_Provided data_.
[Start of section]
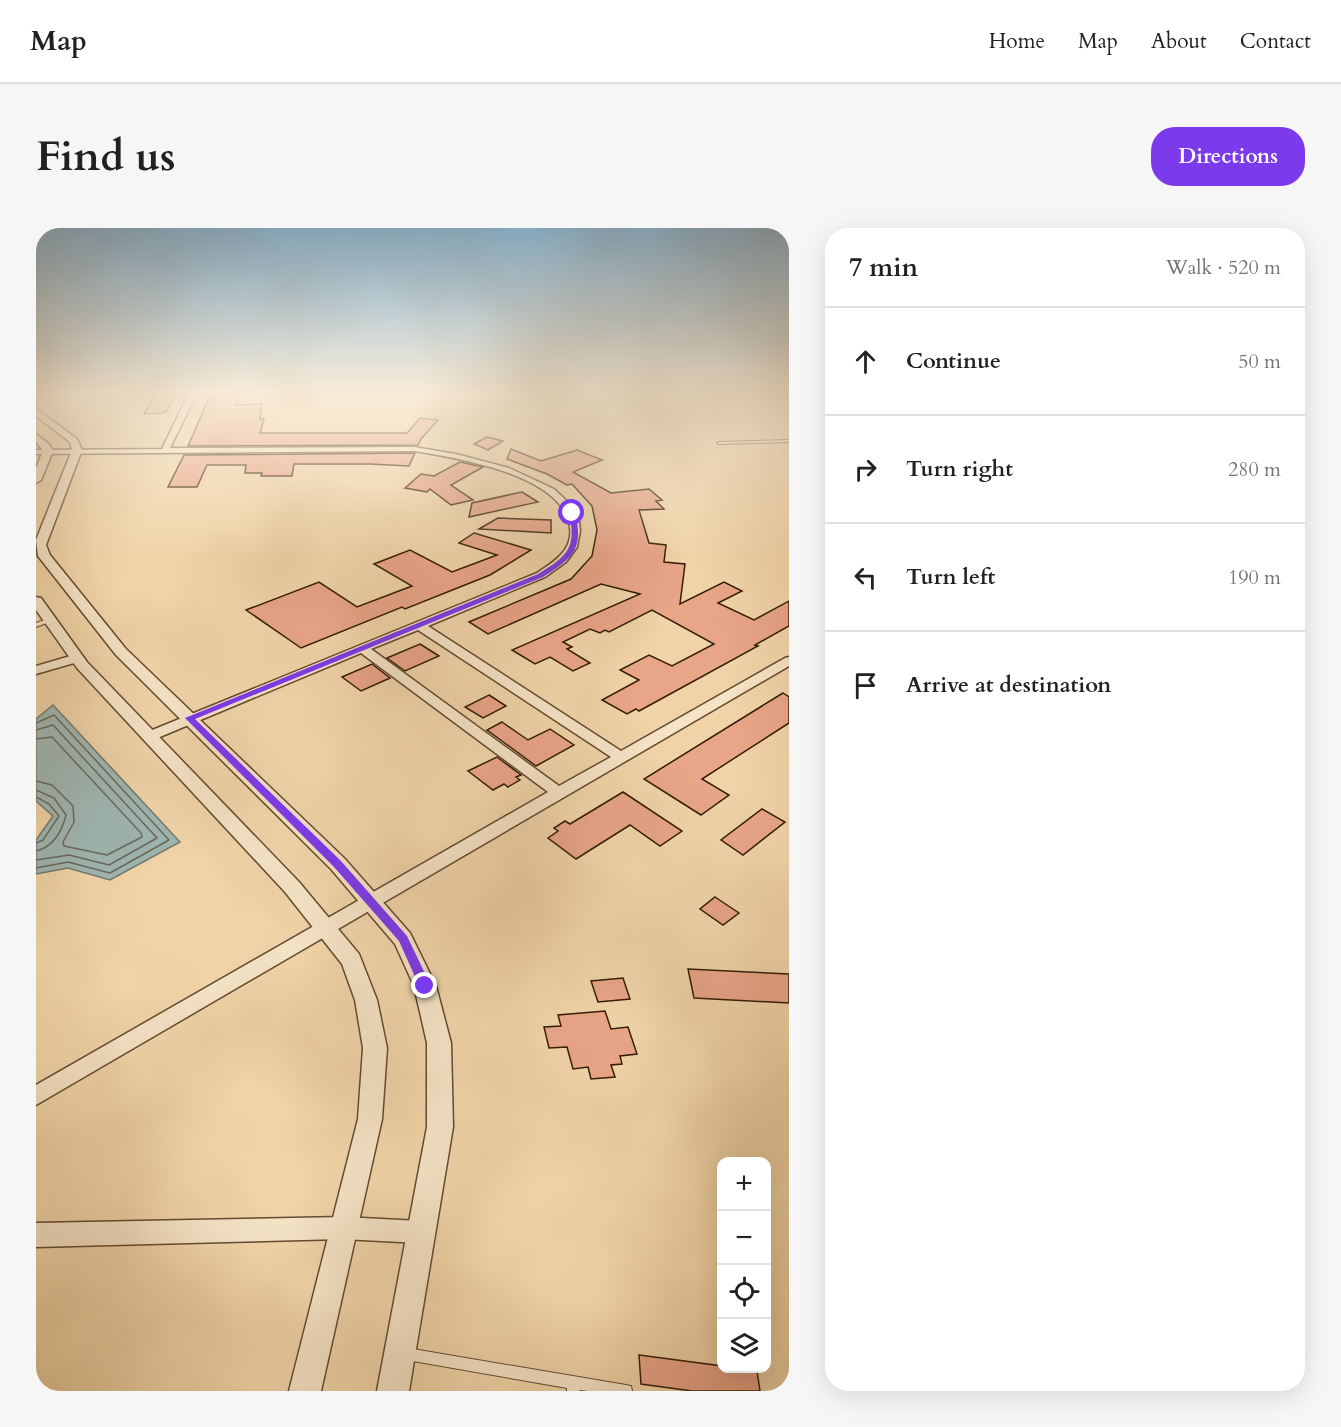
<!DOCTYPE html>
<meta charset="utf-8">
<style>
:root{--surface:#fff;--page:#f6f6f6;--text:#202124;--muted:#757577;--line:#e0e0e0;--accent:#7c3aed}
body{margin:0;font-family:Cardo,serif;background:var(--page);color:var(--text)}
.controls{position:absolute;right:18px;bottom:18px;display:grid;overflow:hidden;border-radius:12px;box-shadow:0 6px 24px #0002}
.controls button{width:54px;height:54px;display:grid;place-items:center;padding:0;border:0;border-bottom:2px solid var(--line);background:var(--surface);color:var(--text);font:30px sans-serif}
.stop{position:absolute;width:18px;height:18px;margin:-14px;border:4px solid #7c3aed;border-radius:50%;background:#fff}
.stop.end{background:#7c3aed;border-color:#fff;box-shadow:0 2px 6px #0008}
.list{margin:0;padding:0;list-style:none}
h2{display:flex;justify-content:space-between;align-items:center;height:78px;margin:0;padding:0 24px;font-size:26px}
h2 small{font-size:20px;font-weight:400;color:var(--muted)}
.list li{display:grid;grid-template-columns:39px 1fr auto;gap:18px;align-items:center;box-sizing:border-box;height:108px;padding:0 24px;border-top:2px solid var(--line)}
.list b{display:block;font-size:22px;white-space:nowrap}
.list em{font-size:20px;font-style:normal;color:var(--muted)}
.icon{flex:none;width:33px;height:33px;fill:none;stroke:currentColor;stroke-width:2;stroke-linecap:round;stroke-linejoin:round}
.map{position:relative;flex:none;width:753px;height:1163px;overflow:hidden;border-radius:24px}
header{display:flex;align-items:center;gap:36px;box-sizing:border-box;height:84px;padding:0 30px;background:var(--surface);border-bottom:2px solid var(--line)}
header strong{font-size:28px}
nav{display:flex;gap:33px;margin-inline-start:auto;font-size:21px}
.intro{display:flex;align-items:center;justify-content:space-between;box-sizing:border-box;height:144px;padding:0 36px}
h1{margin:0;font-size:42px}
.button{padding:15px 27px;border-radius:24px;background:var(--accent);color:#fff;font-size:21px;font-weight:700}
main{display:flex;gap:36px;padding:0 36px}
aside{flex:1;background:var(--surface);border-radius:24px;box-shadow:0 6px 24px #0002}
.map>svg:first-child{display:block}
</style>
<header>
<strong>Map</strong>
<nav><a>Home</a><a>Map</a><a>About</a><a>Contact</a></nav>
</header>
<div class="intro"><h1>Find us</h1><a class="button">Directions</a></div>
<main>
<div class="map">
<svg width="753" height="1163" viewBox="0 0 753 1163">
<rect width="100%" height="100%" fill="#f0d4a8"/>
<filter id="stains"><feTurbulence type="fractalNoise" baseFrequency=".00333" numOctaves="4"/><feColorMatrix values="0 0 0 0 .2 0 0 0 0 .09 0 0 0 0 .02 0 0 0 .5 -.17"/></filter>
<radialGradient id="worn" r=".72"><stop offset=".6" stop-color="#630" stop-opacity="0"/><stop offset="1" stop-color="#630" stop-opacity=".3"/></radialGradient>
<!-- water -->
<polygon fill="#9eb6b2" stroke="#74786d" stroke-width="1.5" points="17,477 144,614 74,652 32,640 0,646 0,612 17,588 0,573 0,491"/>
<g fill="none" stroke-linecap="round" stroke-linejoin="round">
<!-- shore -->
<g stroke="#69695c" stroke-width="1.5">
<polyline points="0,495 18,487 133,612 74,645 32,634 0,640"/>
<polyline points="0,502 17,497 121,610 73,637 33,627 0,632"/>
<polyline points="0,511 16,509 105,605 106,609 71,627 28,618 27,614 38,594 37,578 16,557 0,553"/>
<path d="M0,562L18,570L30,587C26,603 17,619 0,623"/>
<polyline points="0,569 13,576 23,588 7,612 0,615"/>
</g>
</g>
<!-- building -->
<g fill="#e9a588" stroke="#341c06" stroke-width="1.5">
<polygon points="137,166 135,169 139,168 131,183 126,185 108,186 119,167"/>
<polygon points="178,166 203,167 200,177 226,176 224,191 228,191 224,205 371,205 384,190 402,192 385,211 382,217 152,218 174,168"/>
<polygon points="451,209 467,213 452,222 438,216"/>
<polygon points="475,221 505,233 541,222 566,232 537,244 575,265 613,261 626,272 620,273 628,281 603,282 613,315 630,317 628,334 649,336 644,376 688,354 706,363 682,375 718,392 753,373 753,398 719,417 722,418 603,483 600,481 591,486 566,472 603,452 584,442 613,427 636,438 678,416 616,382 573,404 569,402 564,405 554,401 527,414 536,419 531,421 554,435 537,443 514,429 499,436 476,422 604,366 565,356 452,406 433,394 535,351 556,328 561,302 556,278 536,256 531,257 511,246 471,231"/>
<polygon points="379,225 373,238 334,236 258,236 256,248 225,248 226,245 209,245 210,237 171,237 161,259 132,259 148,227"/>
<polygon points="424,234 447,239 415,257 437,272 415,277 394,261 391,264 369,260 385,246 398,248"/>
<polygon points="486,264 502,274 433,289 436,275"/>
<polygon points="462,290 515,292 515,305 443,301"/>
<polygon points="438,305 495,322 454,347 369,381 366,379 265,420 210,382 283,354 321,379 376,358 338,336 374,322 416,344 461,327 423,315"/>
<polygon points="384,416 403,428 369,443 351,430"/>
<polygon points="336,436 354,450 325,463 306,449"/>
<polygon points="747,465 753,469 753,495 666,551 693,567 665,587 608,551"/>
<polygon points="453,467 470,478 447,490 429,479"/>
<polygon points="466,494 492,512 514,501 538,517 500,538 451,502"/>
<polygon points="461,529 485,547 480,549 484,552 472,559 468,556 457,562 432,543"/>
<polygon points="587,564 646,603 624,618 594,597 540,631 512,610 522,603 518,600 529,593 534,596"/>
<polygon points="726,581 749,594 707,627 685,612"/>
<polygon points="679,669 703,685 687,697 664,681"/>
<polygon points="652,741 753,746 753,775 658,770"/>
<polygon points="587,750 594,771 562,774 555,753"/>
<polygon points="569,783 575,801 592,799 601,826 584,828 586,836 575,837 579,849 555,851 552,839 537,841 531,819 513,820 508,799 525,798 522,787"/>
<polygon points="603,1127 686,1138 686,1140 721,1143 724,1163 656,1163 605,1156"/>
</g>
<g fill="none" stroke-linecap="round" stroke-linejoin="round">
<defs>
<g id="service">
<polygon points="753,212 753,214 683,216 681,215 683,214"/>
<polygon points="14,390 16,391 16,393 0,399 0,395"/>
<polygon points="371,1120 590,1157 595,1158 596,1163 552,1163 544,1162 543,1163 531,1163 531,1160 371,1132 367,1130 365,1126 367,1122"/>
</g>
<g id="minor">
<path d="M153,165H161L134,220L378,219L420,226L473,240L518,261L533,275L543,294L544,303L541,319L530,334L509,349L392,398L585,523L749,430L753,429V438L0,877V857L512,564L325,425L119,511H109L107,508L109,505L501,345C518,334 537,322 534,300C528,246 420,230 378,223L0,226V222L126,221ZM382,402L575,529L523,558L335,421Z"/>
<polygon points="41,426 47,430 45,433 0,446 0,438"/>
<polygon points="307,989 384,993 392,996 395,1004 392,1012 384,1015 307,1011 0,1019 0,995"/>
</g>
<g id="tertiary">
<polygon points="0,181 41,211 46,222 10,317 14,327 90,421 309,631 374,705 400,758 415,815 417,899 373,1163 341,1163 391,899 391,815 378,758 359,716 295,641 80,427 2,328 0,312 36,222 34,214 0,188"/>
<polygon points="0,206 13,216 17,223 5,252 0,255 0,240 7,223 0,214"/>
<polygon points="0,369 5,370 51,434 263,654 323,726 341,772 351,820 346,891 285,1163 253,1163 322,891 327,820 319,772 306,736 249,664 41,440 0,382"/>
</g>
</defs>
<!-- service casing -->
<use href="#service" stroke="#634a2e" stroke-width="2"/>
<!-- minor casing -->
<use href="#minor" stroke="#634a2e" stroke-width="3"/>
<!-- tertiary casing -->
<use href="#tertiary" stroke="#634a2e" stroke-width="3"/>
<!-- service -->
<use href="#service" fill="#f5e3c6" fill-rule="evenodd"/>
<!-- minor -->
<use href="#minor" fill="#f5e3c6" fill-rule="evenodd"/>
<!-- tertiary -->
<use href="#tertiary" fill="#f5e3c6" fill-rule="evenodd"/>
</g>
<!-- sky -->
<linearGradient id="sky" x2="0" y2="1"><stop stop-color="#8ab5d2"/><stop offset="0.5" stop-color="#f8ecd8"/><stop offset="1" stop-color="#f8ecd8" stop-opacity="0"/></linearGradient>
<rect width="753" height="328" fill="url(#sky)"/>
<!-- route -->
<path fill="#7c3aed" d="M536,283L539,285C548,321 537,330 507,349L159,491L305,633L371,708L395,758L389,763L385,762L363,713L298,639L149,490L502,346C531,328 541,320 533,285Z"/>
<rect width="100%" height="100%" filter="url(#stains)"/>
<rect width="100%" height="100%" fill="url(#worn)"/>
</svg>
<div class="controls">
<button>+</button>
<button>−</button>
<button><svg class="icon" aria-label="locate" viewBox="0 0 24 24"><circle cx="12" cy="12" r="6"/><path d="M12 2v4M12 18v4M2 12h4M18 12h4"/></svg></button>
<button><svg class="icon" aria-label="layers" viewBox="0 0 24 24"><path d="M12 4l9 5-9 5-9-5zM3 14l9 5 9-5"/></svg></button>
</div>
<div class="stop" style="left:536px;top:285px"></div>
<div class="stop end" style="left:389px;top:758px"></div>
</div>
<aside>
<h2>7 min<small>Walk · 520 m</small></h2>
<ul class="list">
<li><svg class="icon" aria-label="ahead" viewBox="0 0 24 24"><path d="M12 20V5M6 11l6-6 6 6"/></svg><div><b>Continue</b></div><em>50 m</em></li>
<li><svg class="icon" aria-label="right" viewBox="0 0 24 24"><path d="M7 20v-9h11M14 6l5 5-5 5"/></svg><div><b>Turn right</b></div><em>280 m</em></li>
<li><svg class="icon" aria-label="left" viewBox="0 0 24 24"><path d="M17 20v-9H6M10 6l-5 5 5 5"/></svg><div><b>Turn left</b></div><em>190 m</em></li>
<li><svg class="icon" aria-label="arrive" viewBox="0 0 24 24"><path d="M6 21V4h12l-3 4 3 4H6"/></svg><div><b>Arrive at destination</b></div></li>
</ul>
</aside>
</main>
[End of section]
_The task_. Filtering the entries above by the word "serif", copy each line that matches.

_Expected answer_.
body{margin:0;font-family:Cardo,serif;background:var(--page);color:var(--text)}
.controls button{width:54px;height:54px;display:grid;place-items:center;padding:0;border:0;border-bottom:2px solid var(--line);background:var(--surface);color:var(--text);font:30px sans-serif}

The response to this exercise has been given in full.